A secondary hot path is JSON loading: the server startup deserializes 42MB of findings JSON (300K corpus) in ~120s using encoding/json, which does not parallelize.

Decision

Maintain two BFS engine implementations — Go (pure, portable) and Rust (FFI, high-performance) — selectable at build time via Go build tags. This is not a migration; both engines are permanent.

Implementation Status

As of 2026-04-06, this ADR is accepted and partially implemented:

  • the Rust crate, CGo bridge, build targets, and benchmarks exist on disk
  • the Go BFS engine remains the active server runtime path in cmd/server/attackpath.go
  • the documented AEGIS_RUST_PATHS activation path is not yet wired into the live request/runtime bootstrap

Treat this ADR as the accepted dual-engine design and code path, not as evidence that production requests already execute through Rust by default.

Architecture

cmd/server/attackpath.go        ← Go BFS engine (default, always available)
↕ (feature-flagged)
rust/bridge.go ← CGo FFI bridge (build tag: cgo && rust)

rust/libaegispath/ ← Rust cdylib crate
├── src/attackpath.rs ← Rayon-parallelized BFS (port of attackpath.go)
├── src/loader.rs ← Serde JSON deser + filter + reserialize
├── src/types.rs ← Finding struct (11 of 56 fields for BFS)
└── src/lib.rs ← C-ABI exports (aegis_compute_attack_paths, etc.)

Selection Logic

ConditionEngineRationale
AEGIS_RUST_PATHS=true + binary built with -tags rustRust FFIProduction/demo with large corpus
Default (no env var, or no Rust build tag)Go BFSCI, local dev, zero-dependency deploys
PUPPYGRAPH_URL setPuppyGraph Gremlin (ADR-020)Graph-native traversal when available

The three engines form a precedence chain: PuppyGraph > Rust FFI > Go BFS. Each reads from the same graph_edges table (ADR-020) or falls back to heuristic co-location when edges are unavailable.

FFI Boundary Design

The FFI contract is JSON-in/JSON-out across the CGo boundary:

  1. Go serializes []Finding to JSON bytes
  2. Go passes a pointer + length to the C-ABI function
  3. Rust deserializes with serde_json, computes BFS, serializes result
  4. Rust returns a pointer + length to a Rust-allocated buffer
  5. Go copies the result into Go-managed memory via unsafe.Slice
  6. Go calls aegis_free() to release the Rust buffer

This design eliminates shared-pointer hazards between Go's GC and Rust's ownership model.
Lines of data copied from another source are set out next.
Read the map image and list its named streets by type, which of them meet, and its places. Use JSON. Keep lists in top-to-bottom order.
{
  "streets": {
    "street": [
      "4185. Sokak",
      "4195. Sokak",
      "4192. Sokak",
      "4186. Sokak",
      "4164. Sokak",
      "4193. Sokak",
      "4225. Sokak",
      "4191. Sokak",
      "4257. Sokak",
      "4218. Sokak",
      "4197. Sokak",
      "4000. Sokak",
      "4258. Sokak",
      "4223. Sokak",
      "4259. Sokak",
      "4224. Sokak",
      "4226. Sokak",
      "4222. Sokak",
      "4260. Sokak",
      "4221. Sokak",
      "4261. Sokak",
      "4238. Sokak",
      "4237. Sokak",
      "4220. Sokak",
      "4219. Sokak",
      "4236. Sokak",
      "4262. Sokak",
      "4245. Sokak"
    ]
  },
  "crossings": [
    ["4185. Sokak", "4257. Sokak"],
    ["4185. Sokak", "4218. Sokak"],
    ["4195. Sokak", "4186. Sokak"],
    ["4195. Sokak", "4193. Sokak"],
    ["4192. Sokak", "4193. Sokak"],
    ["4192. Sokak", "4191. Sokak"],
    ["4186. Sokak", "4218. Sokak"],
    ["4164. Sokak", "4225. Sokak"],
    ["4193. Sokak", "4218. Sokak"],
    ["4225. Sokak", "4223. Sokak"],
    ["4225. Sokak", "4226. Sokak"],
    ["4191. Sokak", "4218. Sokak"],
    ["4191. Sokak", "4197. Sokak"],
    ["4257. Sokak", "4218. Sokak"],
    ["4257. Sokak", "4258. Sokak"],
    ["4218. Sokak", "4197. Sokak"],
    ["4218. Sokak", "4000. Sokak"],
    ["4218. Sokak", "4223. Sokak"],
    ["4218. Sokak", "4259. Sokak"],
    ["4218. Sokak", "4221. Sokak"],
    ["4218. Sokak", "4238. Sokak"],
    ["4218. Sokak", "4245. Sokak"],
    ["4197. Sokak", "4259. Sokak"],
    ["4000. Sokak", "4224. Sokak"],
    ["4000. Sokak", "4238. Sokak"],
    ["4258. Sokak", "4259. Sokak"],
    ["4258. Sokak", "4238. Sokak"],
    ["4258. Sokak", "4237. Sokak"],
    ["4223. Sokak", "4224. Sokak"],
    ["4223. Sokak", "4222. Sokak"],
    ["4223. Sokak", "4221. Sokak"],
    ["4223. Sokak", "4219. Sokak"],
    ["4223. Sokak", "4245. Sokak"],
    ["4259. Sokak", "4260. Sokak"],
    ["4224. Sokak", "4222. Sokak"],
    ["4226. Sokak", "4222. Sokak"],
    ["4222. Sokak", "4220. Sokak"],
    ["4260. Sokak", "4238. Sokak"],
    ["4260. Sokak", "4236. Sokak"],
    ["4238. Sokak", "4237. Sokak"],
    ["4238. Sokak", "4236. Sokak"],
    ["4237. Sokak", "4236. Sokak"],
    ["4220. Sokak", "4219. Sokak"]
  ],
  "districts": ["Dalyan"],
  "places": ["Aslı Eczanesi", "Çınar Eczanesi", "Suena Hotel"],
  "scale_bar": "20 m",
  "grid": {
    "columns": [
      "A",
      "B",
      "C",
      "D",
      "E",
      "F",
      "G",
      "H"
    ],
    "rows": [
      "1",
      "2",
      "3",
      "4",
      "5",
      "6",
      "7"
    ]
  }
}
The serialization overhead (~3-5ms for 20K findings) is negligible compared to the 100x computation savings.

Safety constraints:

  • 64MB input cap (prevents OOM on malformed input)
  • C.size_t for lengths (avoids C.int truncation on buffers >2GB)
  • staticlib linkage option for deployment without .dylib distribution

Rust Performance Characteristics

Criterion benchmarks (M2 Max, 200 findings baseline):

OperationTimeNotes
BFS compute2.43msRayon parallel across account partitions
JSON deserialize397μsSerde, 11 of 56 fields (rest ignored)
Full pipeline (deser + BFS + serialize)3.71msEnd-to-end FFI round trip

Projected at 20K findings: 15-25s (vs Go's 119.5s) — a 5-8x improvement driven by:

  • rayon::par_iter parallelizes BFS across account partitions (each account's findings are independent)
  • Zero-copy graph construction (Rust Vec vs Go []Finding slice copies)
  • No GC pauses (ownership model, deterministic deallocation)

Output Equivalence

Both engines must produce byte-identical JSON output for the same input. This is enforced by:

  • 17 Rust unit tests mirroring Go test cases (graph construction, BFS traversal, edge classification, empty/degenerate inputs)
  • Integration test: run both engines on the same 500-finding subset, diff outputs
  • Same AttackPath / AttackPathStats response types (defined in Go, mirrored in Rust)

Consequences

Positive

  • Portability preserved — CI pipelines, Docker alpine images, and go run all work without Rust toolchain
  • 5-8x throughput at enterprise scale with Rust enabled — critical for 300K finding corpus demo
  • Incremental adoption — enable Rust per-environment, zero risk to existing deploys
  • Clean separation — Rust crate is a self-contained library with its own test suite and benchmarks
  • AdjacencySet integration — both engines consume secgraph.AdjacencySet for evidence-based edges (ADR-020), replacing heuristic co-location inference

Negative

  • Build complexity — Rust toolchain required for FFI builds (cargo build --releasemake rust-build)
  • Two codebases — BFS logic is duplicated across Go and Rust. Changes to path computation must be applied to both.
  • CGo overhead — enables CGo which disables some Go optimizations (cross-compilation, static binaries without staticlib)
  • Debugging — stack traces cross the FFI boundary; Rust panics become Go crashes unless caught

Risks

RiskImpactMitigation
Rust/Go output divergence after BFS changeSilent correctness regressionIntegration test compares both engines on identical input
CGo FFI memory leakGradual memory growth in productioncopyAndFree pattern: every Rust allocation is freed immediately after Go copy
Rust toolchain unavailable in CICannot build FFI variantGo engine is always the default; Rust is opt-in via build tag
rayon thread pool contention with Go runtimeDegraded throughput under high concurrencyRayon defaults to num_cpus threads; Go runtime separately manages goroutines on remaining cores

Alternatives Considered

1. Rust-Only Engine (Drop Go BFS)

Require Rust toolchain for all builds, remove Go BFS entirely.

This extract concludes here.